Officials believe Rahami was seen in surveillance videos with a suspicious duffel bag near the scene of the bombing in Chelsea.

“I want to be very clear that this individual could be armed and dangerous,” New York City Mayor Bill de Blasio said on the morning of Sept. 19, reports The New York Times. “I would not be surprised if we did have a foreign connection to the act,” added Gov. Andrew M. Cuomo in an interview with CNN the same morning.

Rahami was born on Jan. 23, 1988, in Afghanistan, and his most recent known address was in Elizabeth, New Jersey.

A law enforcement official, who spoke to The New York Times anonymously, provided the following details:

We don’t know his particular ideology or what his inspiration was or whether he was directed or whether he was inspired…. We have a lot to connect him to the Seaside Heights device, to the 27th Street device, to the 23rd Street device…. And in all likelihood the Elizabeth train station device -- which is a half-mile from his residence. So, the ideology, the connection to international terrorism, we might flesh that out as we go through the results of search warrants, looking for computers, discs, things like this. Search warrants that we did Sunday night at the residence in Elizabeth.

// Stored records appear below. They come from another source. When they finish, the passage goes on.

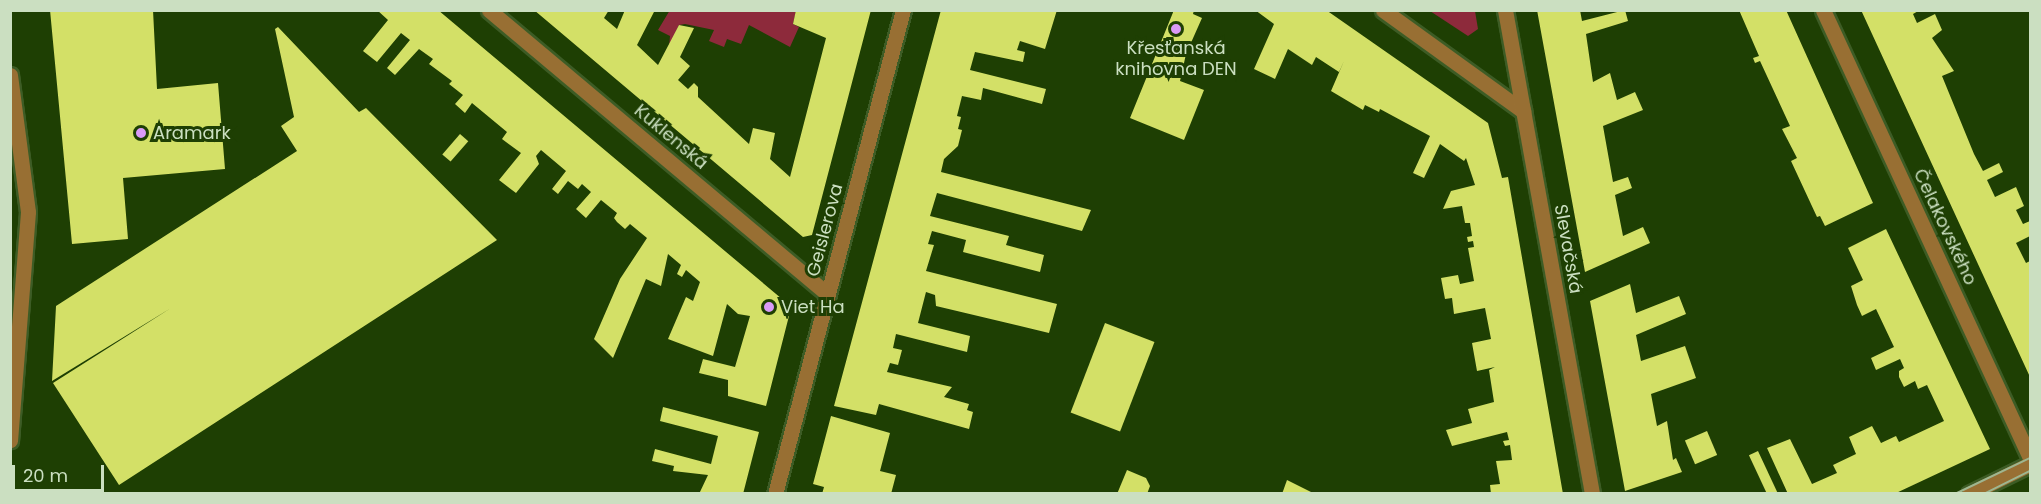 <!DOCTYPE html>
<meta charset="utf-8">
<style>
body{margin:0}
#map{position:relative;width:2041px;height:504px;overflow:hidden;background:#1e3f03;font-family:Poppins,sans-serif}
div>[style]{position:absolute}
.green>*{inset:0;background:#8d2a3b}
.building>*{inset:0;background:#d3e067;transform-origin:0 0}
.roads{filter:drop-shadow(2px 0 #3d5c25) drop-shadow(-2px 0 #3d5c25) drop-shadow(0 2px #3d5c25) drop-shadow(0 -2px #3d5c25)}
.minor>*{height:15px;margin:-7.5px;padding:0 7.5px;transform-origin:7.5px;border-radius:7.5px;background:#986f33}
.tram>*{height:1.5px;margin:-0.75px;padding:0 0.75px;transform-origin:0.75px;border-radius:0.75px;background:#9eb690}
.dots>*{width:16px;height:16px;translate:-50% -50%;box-sizing:border-box;border:3px solid #1e3f03;border-radius:50%}
span{translate:-50% -50%;white-space:nowrap;text-align:center;line-height:1.15;-webkit-text-stroke:6px #1e3f03;paint-order:stroke}
.poi-label{font-size:18px;color:#cbdfc1}
.left{translate:0 -50%;text-align:left}
.street-label{font-size:18px;color:#cbdfc1}
.frame{position:absolute;inset:0;border:12px solid #cbdfc1;pointer-events:none}
.scale{position:absolute;left:12px;top:465px;width:92px;height:27px;box-sizing:border-box;border:3px solid #cbdfc1;border-top:0;padding-left:8px;font-size:18px;line-height:21px;white-space:nowrap;color:#cbdfc1;-webkit-text-stroke:4px #1e3f03;paint-order:stroke}
</style>
<div id="map">
<div class="green">
<i style="clip-path:polygon(670px 10px,796px 11px,793px 24px,799px 27px,790px 47px,749px 25px,741px 44px,727px 39px,724px 47px,709px 41px,714px 30px,685px 24px,679px 25px,669px 47px,670px 36px,658px 30px)"></i>
<i style="clip-path:polygon(1430px 11px,1475px 11px,1478px 29px,1468px 36px)"></i>
</div>
<div class="building">
<i style="clip-path:polygon(50px 10px,153px 10px,157px 89px,218px 83px,225px 169px,123px 178px,128px 239px,72px 244px)"></i>
<i style="clip-path:polygon(377px 10px,438px 10px,788px 304px,790px 312px,766px 406px,728px 396px,728px 380px,699px 373px,703px 359px,735px 367px,750px 316px,738px 314px,727px 304px,713px 356px,668px 339px,686px 297px,693px 301px,700px 282px,686px 270px,682px 277px,677px 274px,681px 265px,668px 254px,661px 286px,646px 279px,613px 358px,594px 339px,620px 279px,647px 238px,630px 224px,625px 229px,617px 222px,614px 218px,617px 213px,601px 200px,586px 218px,576px 209px,591px 192px,582px 184px,578px 189px,568px 181px,558px 194px,552px 189px,566px 171px,541px 150px,536px 156px,539px 164px,516px 193px,499px 180px,521px 153px,502px 139px,507px 132px,472px 103px,465px 113px,455px 104px,463px 95px,449px 84px,452px 81px,429px 64px,433px 59px,419px 49px,395px 75px,387px 68px,410px 40px,401px 33px,377px 62px,363px 51px,388px 20px)"></i>
<i style="clip-path:polygon(534px 10px,609px 10px,604px 18px,617px 29px,625px 10px,655px 10px,637px 45px,658px 65px,679px 25px,694px 28px,680px 57px,690px 66px,678px 80px,688px 89px,694px 83px,698px 87px,698px 97px,749px 144px,753px 128px,775px 133px,770px 159px,790px 177px,826px 38px,793px 24px,796px 10px,871px 10px,812px 235px,803px 237px)"></i>
<i style="clip-path:polygon(941px 10px,1057px 10px,1045px 49px,1020px 41px,1017px 50px,1025px 52px,1023px 62px,975px 52px,970px 70px,1046px 89px,1042px 104px,983px 88px,981px 100px,962px 96px,957px 116px,961px 117px,958px 129px,962px 130px,958px 146px,944px 159px,941px 172px,1091px 210px,1082px 231px,937px 193px,930px 216px,1009px 236px,1006px 245px,1044px 255px,1040px 272px,963px 252px,966px 240px,932px 231px,928px 244px,934px 245px,926px 271px,1057px 304px,1049px 333px,936px 306px,935px 295px,926px 292px,918px 323px,970px 336px,967px 352px,896px 334px,893px 348px,902px 350px,898px 365px,890px 363px,887px 372px,952px 387px,944px 397px,969px 404px,967px 410px,973px 412px,969px 429px,879px 404px,876px 415px,834px 406px)"></i>
<i style="clip-path:polygon(1174px 10px,1194px 10px,1193px 14px,1202px 18px,1186px 54px,1180px 81px,1204px 90px,1184px 140px,1130px 118px)"></i>
<i style="clip-path:polygon(1255px 10px,1326px 10px,1488px 123px,1502px 178px,1508px 177px,1563px 494px,1491px 494px,1490px 485px,1500px 484px,1496px 461px,1512px 460px,1510px 445px,1505px 446px,1503px 441px,1509px 440px,1507px 432px,1452px 446px,1446px 430px,1472px 423px,1468px 409px,1494px 402px,1489px 370px,1495px 367px,1477px 371px,1472px 343px,1491px 339px,1485px 308px,1454px 314px,1452px 298px,1445px 299px,1441px 278px,1458px 275px,1460px 284px,1474px 281px,1468px 248px,1474px 247px,1473px 241px,1468px 242px,1467px 237px,1472px 236px,1470px 223px,1465px 223px,1462px 206px,1443px 209px,1451px 191px,1475px 185px,1466px 158px,1464px 161px,1440px 144px,1424px 178px,1413px 173px,1430px 136px,1380px 109px,1379px 112px,1365px 105px,1363px 110px,1331px 91px,1344px 61px,1339px 72px,1316px 57px,1312px 65px,1288px 49px,1275px 79px,1254px 69px,1274px 24px)"></i>
<i style="clip-path:polygon(1537px 10px,1580px 10px,1582px 21px,1625px 10px,1628px 21px,1586px 34px,1593px 82px,1610px 73px,1617px 100px,1635px 92px,1643px 110px,1603px 126px,1613px 182px,1628px 177px,1632px 188px,1615px 195px,1623px 236px,1643px 227px,1650px 243px,1585px 272px)"></i>
<i style="clip-path:polygon(1739px 10px,1786px 10px,1873px 203px,1825px 226px,1820px 216px,1817px 217px,1791px 161px,1797px 158px,1782px 129px,1790px 126px,1760px 61px,1755px 63px,1753px 58px,1759px 56px)"></i>
<i style="clip-path:polygon(1861px 10px,1920px 10px,1913px 14px,1917px 23px,1935px 14px,1942px 30px,1932px 38px,1954px 71px,1942px 76px,1974px 154px,1983px 171px,1999px 163px,2003px 172px,1987px 180px,1995px 197px,2016px 187px,2024px 206px,2016px 210px,2023px 224px,2030px 221px,2030px 236px,2016px 243px,2026px 263px,2030px 261px,2030px 377px)"></i>
<i style="clip-path:polygon(278px 27px,359px 112px,366px 108px,497px 240px,119px 485px,53px 383px,171px 308px,52px 381px,56px 306px,297px 151px,281px 126px,294px 117px,275px 29px)"></i>
<i style="left:460px;top:134px;width:11px;height:27px;rotate:41deg"></i>
<i style="clip-path:polygon(1886px 229px,1990px 449px,1894px 494px,1788px 494px,1767px 448px,1790px 439px,1812px 484px,1837px 473px,1833px 465px,1856px 454px,1849px 437px,1872px 426px,1881px 443px,1896px 436px,1899px 442px,1944px 421px,1927px 385px,1918px 389px,1915px 381px,1904px 387px,1899px 377px,1899px 371px,1904px 368px,1900px 359px,1876px 370px,1871px 358px,1894px 347px,1876px 309px,1862px 316px,1857px 305px,1851px 286px,1863px 280px,1848px 248px)"></i>
<i style="clip-path:polygon(1630px 284px,1636px 313px,1679px 296px,1686px 314px,1636px 335px,1641px 361px,1685px 346px,1696px 378px,1651px 394px,1657px 426px,1667px 421px,1673px 460px,1676px 458px,1682px 472px,1625px 491px,1590px 301px)"></i>
<i style="left:1105px;top:323px;width:53px;height:96px;rotate:21deg"></i>
<i style="clip-path:polygon(663px 407px,759px 432px,743px 494px,699px 494px,708px 475px,673px 471px,674px 466px,652px 461px,655px 449px,711px 464px,718px 436px,660px 421px)"></i>
<i style="clip-path:polygon(831px 416px,890px 433px,880px 471px,896px 475px,891px 494px,822px 494px,824px 487px,813px 484px)"></i>
<i style="left:1707px;top:431px;width:26px;height:24px;rotate:67deg"></i>
<i style="left:1758px;top:451px;width:47px;height:10px;rotate:65deg"></i>
<i style="clip-path:polygon(1127px 470px,1146px 478px,1150px 486px,1147px 494px,1117px 494px)"></i>
<i style="clip-path:polygon(1287px 480px,1315px 494px,1282px 494px)"></i>
</div>
<div class="roads">
<div class="minor">
<i style="left:489px;top:10px;width:442px;rotate:40deg"></i>
<i style="left:1383px;top:10px;width:173px;rotate:35.8deg"></i>
<i style="left:1505px;top:10px;width:492px;rotate:79.8deg"></i>
<i style="left:1823px;top:10px;width:494px;rotate:65.2deg"></i>
<i style="left:10px;top:75px;width:138px;rotate:82.5deg"></i>
<i style="left:28px;top:212px;width:229px;rotate:94.5deg"></i>
<i style="left:775px;top:494px;width:501px;rotate:-75.19deg"></i>
<i style="left:1969px;top:494px;width:68px;rotate:-26.2deg"></i>
</div>
</div>
<div class="tram">
<i style="left:1955px;top:494px;width:83px;rotate:-25.6deg"></i>
<i style="left:1984px;top:494px;width:51px;rotate:-26.6deg"></i>
</div>
<div class="dots">
<i style="left:1176px;top:29px;background:#da9af7"></i>
<i style="left:141px;top:133px;background:#da9af7"></i>
<i style="left:769px;top:307px;background:#da9af7"></i>
</div>
<div class="poi-label">
<span style="left:1176px;top:59px">Křesťanská<br>knihovna DEN</span>
<span class="left" style="left:153px;top:133px">Aramark</span>
<span class="left" style="left:781px;top:307px">Viet Ha</span>
</div>
<div class="street-label">
<span style="left:671px;top:137px;rotate:40deg">Kuklenská</span>
<span style="left:1945px;top:227px;rotate:65deg">Čelakovského</span>
<span style="left:825px;top:230px;rotate:-75deg">Geislerova</span>
<span style="left:1568px;top:249px;rotate:80deg">Slevačská</span>
</div>
<div class="frame"></div>
<div class="scale">20 m</div>
</div>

Elizabeth mayor J. Christian Bollwage, speaking at a news conference early Sept. 19, said Rahami’s family had previous issues with the city regarding their family restaurant, First American Fried Chicken.

The 24-hour restaurant had received noise and disrupting the peace complaints. In turn, the family sued the mayor, the City Council, and various police officers, claiming racial discrimination.